**ASSIGNMENT**
Extract, exactly as written, each line from the start of the records below to the line containing "--surface:#2c2022; --page:#382d2f; --text:#f1f3f6;", both ends included; drop the pictures.

==== TASK INPUTS

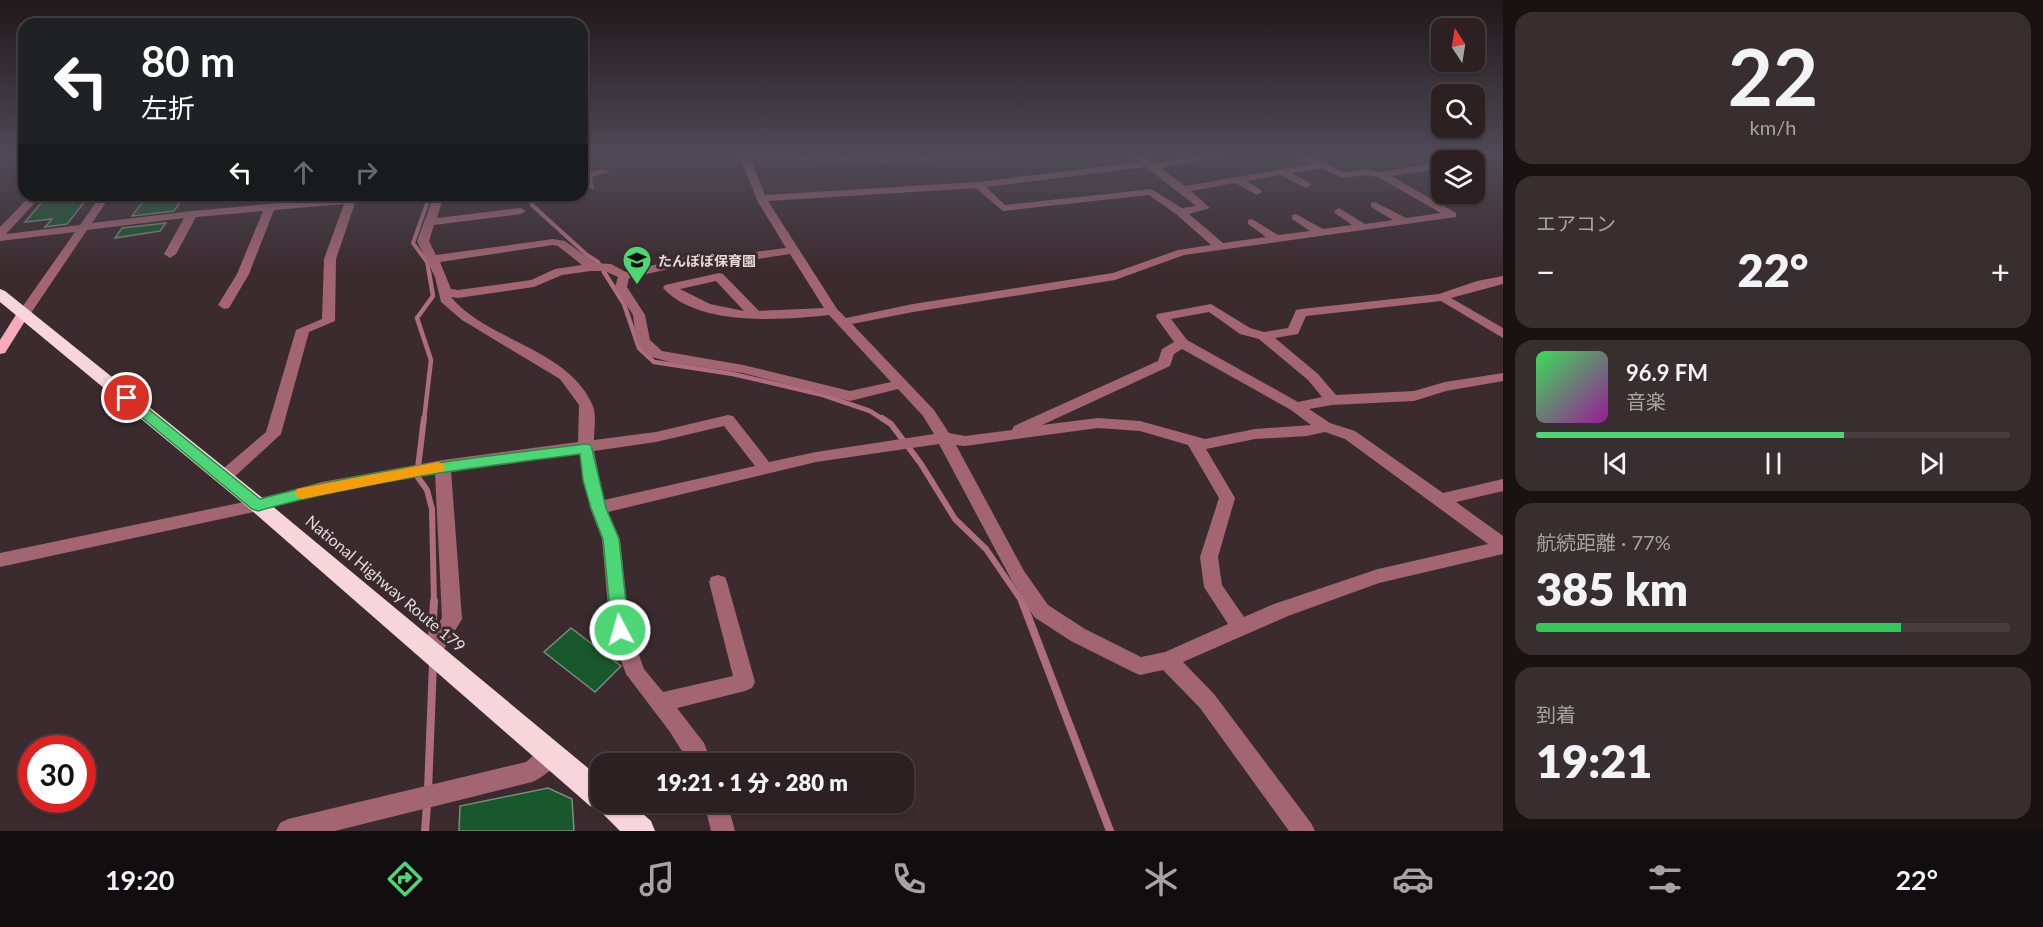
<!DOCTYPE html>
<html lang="ja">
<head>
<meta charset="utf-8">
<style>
  :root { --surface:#2c2022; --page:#382d2f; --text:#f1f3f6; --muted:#a6a3a5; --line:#483e40; --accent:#4dd676 }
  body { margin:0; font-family:Lato,"Noto Sans JP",sans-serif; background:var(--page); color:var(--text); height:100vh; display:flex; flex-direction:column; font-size:22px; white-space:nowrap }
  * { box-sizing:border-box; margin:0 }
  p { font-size:20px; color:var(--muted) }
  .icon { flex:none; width:33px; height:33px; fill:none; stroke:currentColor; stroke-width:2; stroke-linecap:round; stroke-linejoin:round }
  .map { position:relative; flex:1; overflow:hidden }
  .side { display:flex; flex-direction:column; gap:12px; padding:12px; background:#181213; width:540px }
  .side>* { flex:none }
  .banner { position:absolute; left:18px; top:18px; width:570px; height:183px; border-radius:18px; box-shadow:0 2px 4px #0004,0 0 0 2px var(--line); background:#202124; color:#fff; overflow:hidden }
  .needle { width:39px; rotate:348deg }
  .tools { position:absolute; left:1431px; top:18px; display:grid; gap:12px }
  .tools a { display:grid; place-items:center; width:54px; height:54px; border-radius:12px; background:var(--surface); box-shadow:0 2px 4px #0004,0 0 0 2px var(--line); font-size:30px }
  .speed { position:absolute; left:18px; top:735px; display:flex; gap:12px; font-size:30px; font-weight:700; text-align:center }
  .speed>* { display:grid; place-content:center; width:78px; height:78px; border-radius:50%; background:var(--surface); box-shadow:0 2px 4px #0004,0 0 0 2px var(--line); line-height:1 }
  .speed .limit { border:9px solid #d22; background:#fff; color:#111 }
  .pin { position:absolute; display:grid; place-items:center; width:51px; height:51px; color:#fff; margin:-26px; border:3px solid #fff; border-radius:50%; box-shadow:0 2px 6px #0007 }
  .me { position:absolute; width:66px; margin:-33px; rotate:354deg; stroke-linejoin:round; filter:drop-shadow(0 0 4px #0008) }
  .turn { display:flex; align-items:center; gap:21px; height:126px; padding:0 24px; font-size:27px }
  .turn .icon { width:78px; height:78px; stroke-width:2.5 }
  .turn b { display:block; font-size:42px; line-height:51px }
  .lanes { display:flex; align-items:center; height:57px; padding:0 24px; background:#0003; justify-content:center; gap:30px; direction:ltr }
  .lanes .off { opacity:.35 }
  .big { font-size:45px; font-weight:800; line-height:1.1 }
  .side .card { flex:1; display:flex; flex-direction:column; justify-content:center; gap:9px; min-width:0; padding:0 21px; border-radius:18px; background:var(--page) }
  .side .dial { align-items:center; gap:0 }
  .dial b { font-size:78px; line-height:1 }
  .song { display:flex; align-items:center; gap:18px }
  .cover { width:72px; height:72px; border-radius:9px; background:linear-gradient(135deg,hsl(130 70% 55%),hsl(300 70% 35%)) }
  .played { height:6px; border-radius:3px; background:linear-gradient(90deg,var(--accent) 65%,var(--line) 65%) }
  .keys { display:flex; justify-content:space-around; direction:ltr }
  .heat { display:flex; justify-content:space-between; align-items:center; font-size:33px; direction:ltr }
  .charge { height:9px; border-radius:4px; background:linear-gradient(90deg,#34c759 77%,var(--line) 0) }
  .trip { position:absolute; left:590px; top:753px; width:324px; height:60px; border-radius:18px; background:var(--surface); box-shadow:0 2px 4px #0004,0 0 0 2px var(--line); font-weight:800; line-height:60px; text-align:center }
  .menu { display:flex; height:96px; justify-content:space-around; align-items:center; background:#120d0e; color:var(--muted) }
  .menu .icon { width:42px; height:42px }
  .menu .current { color:var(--accent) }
  .menu b { font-size:27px; color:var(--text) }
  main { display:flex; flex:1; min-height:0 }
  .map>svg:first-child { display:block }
</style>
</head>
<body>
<main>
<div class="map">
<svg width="1503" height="831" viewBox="0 0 1503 831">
  <rect width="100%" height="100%" fill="#3b2b2e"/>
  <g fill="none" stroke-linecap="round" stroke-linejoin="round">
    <path stroke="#af6e7f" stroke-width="4" d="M530,195L532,205L587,255L598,262L605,273
      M429,273L427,262L413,243L430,195"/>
    <path stroke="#af6e7f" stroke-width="4.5" d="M604,272L624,304L639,348L654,362L733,374L823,395L870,411L884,420
      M424,420L431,360L417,318L433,296L429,272"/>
    <path stroke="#af6e7f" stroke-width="6" d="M424,418L417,476L427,490L432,509L434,603
      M882,418L891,424L921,464L955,519L986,549L1023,603"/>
    <path stroke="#af6e7f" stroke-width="8" d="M1022,601L1110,831
      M432,638L434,601
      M428,791L433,663
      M425,831L427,804"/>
  </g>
  <path fill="#19582c" stroke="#7c8b7e" stroke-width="1.5" d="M48,195H90L67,224L45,227L52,219L25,222Z
    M148,195H185L174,211L132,216Z
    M166,223L160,231L115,238L122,228Z
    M571,628L621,666L595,692L544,652Z
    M548,788L572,799L574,831H459L460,806Z"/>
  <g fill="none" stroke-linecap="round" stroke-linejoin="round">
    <path fill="#a26571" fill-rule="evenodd" d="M582,155H587L591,171L605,169L610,172L592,177L594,189L585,187L582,178Z
      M739,155H749L765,195L978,182L1140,162L1131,155H1143L1154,164L1203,155H1228L1161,168L1185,186L1312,164L1298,155H1311L1343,172L1365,169L1381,172L1442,162V168L1391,176L1456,213V217L1184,255L1115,280L913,312L852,324L934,410L949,433L965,436L1012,430L1014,426L1158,361L1162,349L1174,342L1156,317L1157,314L1211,304L1250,328L1264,332L1288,328L1296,310L1301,309L1439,294L1477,281L1503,276V284L1451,298L1503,328V338L1441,301L1306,316L1298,334L1275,338L1318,374L1336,395L1414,391L1445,382L1503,373V381L1446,391L1414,401L1332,405L1309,409L1330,423L1355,431L1443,493L1503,479V491L1456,502L1503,536V554L1379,583L1288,616L1183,662L1214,694L1311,823L1315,831H1289L1200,708L1163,670L1140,675L1133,672L1071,641L1034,617L1012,581L939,444L816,462L608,512L620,539L630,630L644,669L663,692L733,676L709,582L711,577L718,575L725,577L727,582L755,682L752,688L745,691L677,708L704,743L712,764H690L670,732L626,674L610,630L602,539L590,508L579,453L451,470L462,619L438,659L431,662L424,659L421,653L442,618L435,473L322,494L258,511L0,567V553L258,499L322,482L443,460L578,442L579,405L560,379L462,320L441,302L435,277L417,241L434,195H444L437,218L521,208L526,211L521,214L434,225L429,241L436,255L553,239L565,241L595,263L611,264L626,272L686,257L738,254L786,248L758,202ZM1146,167L1196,206L1182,208L1151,189L1005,205L986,187ZM1321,168L1342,178L1365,175L1378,177L1441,213L1406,218L1375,202L1371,203V207L1393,220L1365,224L1339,208L1334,211L1335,213L1352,225L1323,229L1296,214L1292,215V219L1310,231L1278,235L1252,219L1248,220V224L1266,237L1223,243L1189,214L1210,208L1191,191L1235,183L1257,195L1262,192L1261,190L1246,181L1280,175L1306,188L1311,185L1310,183L1292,173ZM976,188L1003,211L1149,195L1176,214L1211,245L1178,250L1113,273L913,304L846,318L837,309L768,201ZM553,245L558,246L582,265L555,269L531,280L458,290L451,289L440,262ZM790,254L824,308L759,311L723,274L719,273L665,285L663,288C698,327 782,320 829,315L891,382L850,391L743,365L662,351L650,340L645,315L627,287L629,278L686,265L738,262ZM591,271H605L618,277L615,287L633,315L636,341L646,354L652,357L673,363L743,373L850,401L898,389L923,416L934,434L816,452L769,462L733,416L728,415L656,432L594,440C594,430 597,413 592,404C568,349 486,340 451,297L458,298L534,287L562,275ZM716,281L744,311L710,304L680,289ZM1209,312L1240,334L1259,339L1308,380L1322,397L1298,402L1187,340L1171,319ZM1182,349L1291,410L1311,425L1255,429L1205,439L1140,421L1098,418L1042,425L1170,366L1174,354ZM724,426L755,466L604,500L594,451L656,442ZM1098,428L1140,431L1188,445L1219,498L1200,557L1204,587L1228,624L1165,652L1141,657L1085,629L1048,605L1024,571L956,445L965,446ZM1325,432L1345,439L1488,544L1378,569L1274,604L1244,617L1222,585L1218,557L1235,498L1206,449L1255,439L1307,436Z
      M1480,155H1503V157L1474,162L1465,160Z
      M31,195H42L6,234L80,225L101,195H111L92,223L192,211L346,197L347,195H410L405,198L355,203L336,259L335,321L309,332L281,434L230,481H218L216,477L218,473L266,432L296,330L322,319L324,259L344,204L274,210L249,274L229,308L224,309L218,305L237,274L263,211L196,217L176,254L170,258L164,254L184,218L87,230L29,316L24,317L18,313L75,232L0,241V227Z
      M551,743L559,747L562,754C557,766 544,777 532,782L335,831H276L280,823L288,819L526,762L543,747Z
      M704,802H727L735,831H711Z"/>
    <path fill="#f7aab9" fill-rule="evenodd" d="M24,309L30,313L5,353L0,354V340L19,310Z"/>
    <path fill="#f6d6db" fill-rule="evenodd" d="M0,289L5,291L265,500L600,778V802H630L651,821L655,831H620L597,808L590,806L251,510L0,302Z"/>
    <g stroke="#8c7f81" stroke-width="4.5">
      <path id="rail" d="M750,155L874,161L997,155"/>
    </g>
    <use href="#rail" stroke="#3b2b2e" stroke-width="3" stroke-dasharray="10" stroke-linecap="butt"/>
  </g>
  <linearGradient id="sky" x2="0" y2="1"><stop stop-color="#201819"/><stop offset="0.57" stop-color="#4f4a57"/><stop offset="1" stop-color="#4f4a57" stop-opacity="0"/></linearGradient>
  <rect width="1503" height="272" fill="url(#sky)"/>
  <path fill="#4dd676" stroke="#328b4d" stroke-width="1.5" d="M127,394L131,395L260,499C367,470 476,457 586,444L591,445L606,508L619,539L629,630L627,635L620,637L614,635L612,630L603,539L591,508L583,480L580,454C471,468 363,481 258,511L252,509L122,401L120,398L122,395Z"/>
  <path fill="#f59e0b" d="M438,462L443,464L445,468L443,471L302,499L297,497L295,493L297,489L302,488Z"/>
  <defs>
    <g id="school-pin" transform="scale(1.5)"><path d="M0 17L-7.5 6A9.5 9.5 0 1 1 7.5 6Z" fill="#4dd676" stroke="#3b2b2e"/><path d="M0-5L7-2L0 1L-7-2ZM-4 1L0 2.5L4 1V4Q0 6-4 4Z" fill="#111"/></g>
  </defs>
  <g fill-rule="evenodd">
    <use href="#school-pin" x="637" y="260"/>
  </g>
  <g text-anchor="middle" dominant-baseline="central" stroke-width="6" stroke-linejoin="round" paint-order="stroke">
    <g font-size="14" font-weight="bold" fill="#e3d8da" stroke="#3b2b2e" text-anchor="start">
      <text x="658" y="260">たんぽぽ保育園</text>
    </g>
    <g font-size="16" fill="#e3d8da" stroke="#3b2b2e">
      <text transform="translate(386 583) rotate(40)">National Highway Route 179</text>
    </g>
  </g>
</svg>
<div class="tools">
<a><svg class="needle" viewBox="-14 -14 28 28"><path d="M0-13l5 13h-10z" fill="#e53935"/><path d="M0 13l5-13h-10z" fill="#a6a3a5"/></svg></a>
<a><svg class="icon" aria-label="search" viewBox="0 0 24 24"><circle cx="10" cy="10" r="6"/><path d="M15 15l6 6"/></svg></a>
<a><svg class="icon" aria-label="layers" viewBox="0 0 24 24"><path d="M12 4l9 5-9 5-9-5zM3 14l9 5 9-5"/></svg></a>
</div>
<div class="speed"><div class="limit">30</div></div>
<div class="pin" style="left:127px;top:398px;background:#d93025"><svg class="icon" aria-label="arrive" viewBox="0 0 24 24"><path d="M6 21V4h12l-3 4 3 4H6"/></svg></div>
<svg class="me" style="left:620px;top:630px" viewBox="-20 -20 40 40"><circle r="17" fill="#4dd676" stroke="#fff" stroke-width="3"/><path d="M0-11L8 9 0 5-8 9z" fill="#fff"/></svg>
<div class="trip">19:21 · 1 分 · 280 m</div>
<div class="banner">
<div class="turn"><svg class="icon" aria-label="left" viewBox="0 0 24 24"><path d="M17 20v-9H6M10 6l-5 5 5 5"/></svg><div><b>80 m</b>左折</div></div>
<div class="lanes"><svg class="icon" aria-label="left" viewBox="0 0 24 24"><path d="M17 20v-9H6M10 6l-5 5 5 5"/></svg><svg class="icon off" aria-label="ahead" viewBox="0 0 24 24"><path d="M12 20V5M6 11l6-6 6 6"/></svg><svg class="icon off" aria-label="right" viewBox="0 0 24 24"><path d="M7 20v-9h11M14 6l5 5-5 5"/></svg></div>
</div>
</div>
<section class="side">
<div class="card dial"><b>22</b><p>km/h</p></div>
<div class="card"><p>エアコン</p>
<div class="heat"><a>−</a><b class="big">22°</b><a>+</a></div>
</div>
<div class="card">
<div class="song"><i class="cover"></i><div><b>96.9 FM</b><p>音楽</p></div></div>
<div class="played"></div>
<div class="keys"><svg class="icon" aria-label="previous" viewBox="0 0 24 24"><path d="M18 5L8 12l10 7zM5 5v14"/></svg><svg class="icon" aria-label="pause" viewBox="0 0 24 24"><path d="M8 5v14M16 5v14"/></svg><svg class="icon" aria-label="next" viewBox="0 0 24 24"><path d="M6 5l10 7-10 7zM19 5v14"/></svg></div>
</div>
<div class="card"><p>航続距離 · 77%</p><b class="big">385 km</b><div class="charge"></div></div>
<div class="card"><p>到着</p><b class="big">19:21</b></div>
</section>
</main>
<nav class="menu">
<b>19:20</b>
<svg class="icon current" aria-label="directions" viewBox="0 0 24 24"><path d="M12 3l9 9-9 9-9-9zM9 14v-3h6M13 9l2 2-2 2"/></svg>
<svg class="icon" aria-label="music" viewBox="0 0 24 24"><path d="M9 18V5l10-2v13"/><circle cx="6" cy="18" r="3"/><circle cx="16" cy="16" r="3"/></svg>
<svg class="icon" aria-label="phone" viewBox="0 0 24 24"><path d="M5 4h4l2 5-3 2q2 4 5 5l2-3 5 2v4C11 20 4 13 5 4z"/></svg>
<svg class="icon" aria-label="climate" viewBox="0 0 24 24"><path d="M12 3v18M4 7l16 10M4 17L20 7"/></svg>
<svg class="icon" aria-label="car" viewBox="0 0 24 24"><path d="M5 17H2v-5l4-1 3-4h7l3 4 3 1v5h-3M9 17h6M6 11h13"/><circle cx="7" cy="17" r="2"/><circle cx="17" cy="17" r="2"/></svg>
<svg class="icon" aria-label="filters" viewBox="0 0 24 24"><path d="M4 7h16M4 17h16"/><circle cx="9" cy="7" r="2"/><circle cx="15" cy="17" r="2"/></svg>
<b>22°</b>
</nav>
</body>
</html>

========

**OUTPUT**
<!DOCTYPE html>
<html lang="ja">
<head>
<meta charset="utf-8">
<style>
  :root { --surface:#2c2022; --page:#382d2f; --text:#f1f3f6; --muted:#a6a3a5; --line:#483e40; --accent:#4dd676 }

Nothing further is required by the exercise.